The aim of this course is to develop a conceptual understanding of the elementary theory of numbers and to expose the students to writing proper mathematical proofs.

*Course Contents*:

*Foundations*: Principle of mathematical induction (with emphasis on writing a few basic proofs), binomial theorem, countable and uncountable sets, some basic results on countability, countability of Z, Q and uncountability of R.

*Divisibility*: Basic properties, division algorithm, GCD, LCM, properties of GCD, relation between GCD and LCM, Euclidean algorithm for finding GCD, Pythagorean triples, linear Diophantine equations, fundamental theorem of arithmetic, Euclid's lemma, existence of infinitely many primes.

*Modular arithmetic*: Basic properties of congruences, linear congruences, Chinese remainder theorem, Fermat's little theorem, Wilson's theorem.

*Number theoretic functions*: Arithmetic functions (tau, sigma and Mobius) and their properties (specifically multiplicative property of the functions tau, sigma and the Mobius inversion formula), Euler's phi function and its properties, Euler's Theorem, Fermat's little theorem as a corollary of Euler's theorem.

*Quadratic reciprocity*: Primitive roots (order of an integer modulo n, primitive roots for primes), quadratic congruences, definition of quadratic residue, Legendre symbol and its properties, quadratic reciprocity law.

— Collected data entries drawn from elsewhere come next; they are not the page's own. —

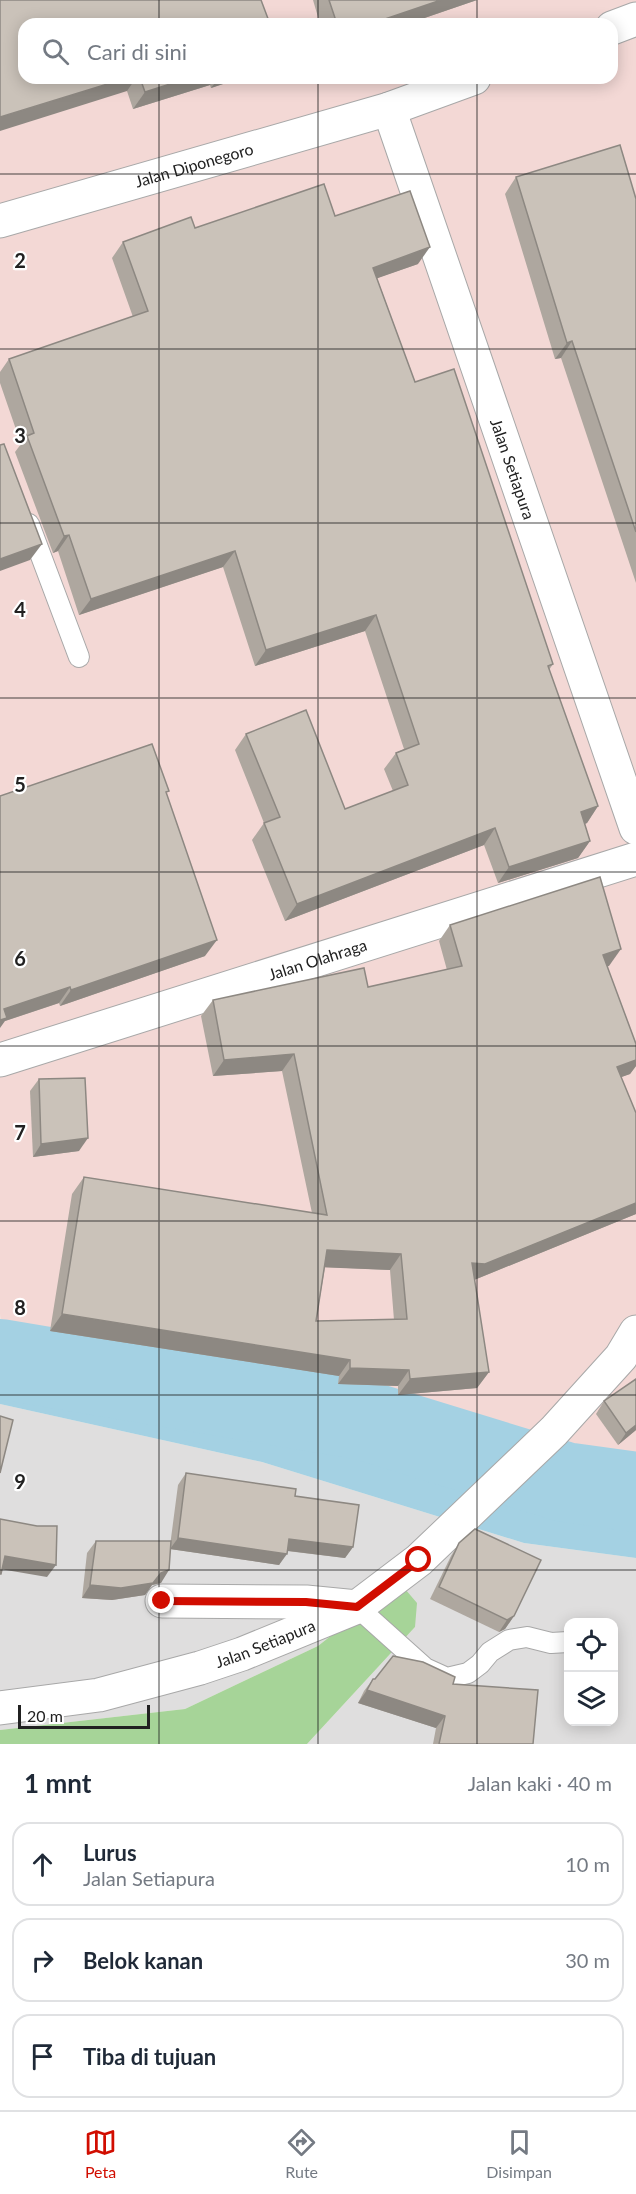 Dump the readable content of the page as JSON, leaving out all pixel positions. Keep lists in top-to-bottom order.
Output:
{
  "streets": {
    "street": ["Jalan Diponegoro", "Jalan Setiapura", "Jalan Olahraga"]
  },
  "crossings": [
    ["Jalan Diponegoro", "Jalan Setiapura"]
  ],
  "scale_bar": "20 m",
  "page": {
    "search": "Cari di sini",
    "scale": "20 m",
    "heading": ["1 mnt", "Jalan kaki · 40 m"],
    "list": [
      ["Lurus", "Jalan Setiapura", "10 m"],
      ["Belok kanan", "30 m"],
      "Tiba di tujuan"
    ],
    "nav": ["Peta", "Rute", "Disimpan"]
  },
  "grid": {
    "rows": [
      "2",
      "3",
      "4",
      "5",
      "6",
      "7",
      "8",
      "9"
    ]
  }
}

*Continued fractions*: Finite continued fractions, approximation of rational numbers by finite simple continued fractions, solution of linear Diophantine equations using finite continued fractions, infinite continued fractions, unique representation of irrationals as an infinite continued fraction, Pell's equation and its solutions using continued fractions.

*Suggested Books*:

**Textbooks:**

- David Burton, Elementary Number Theory, 7th edition, McGraw Hill Education, 2012.
- John Stillwell, Elements of Number Theory, 1st edition, Springer, 2003.

**References:**

- James Tattersall, Elementary Number Theory in Nine Chapters, 1st edition, Cambridge University Press, 1999.
- Ya. Khinchin, Continued Fractions, 3rd edition, Dover, 1997.
- Thomas Koshy, Elementary Number Theory with Applications, 2nd edition, Elsevier, 2007.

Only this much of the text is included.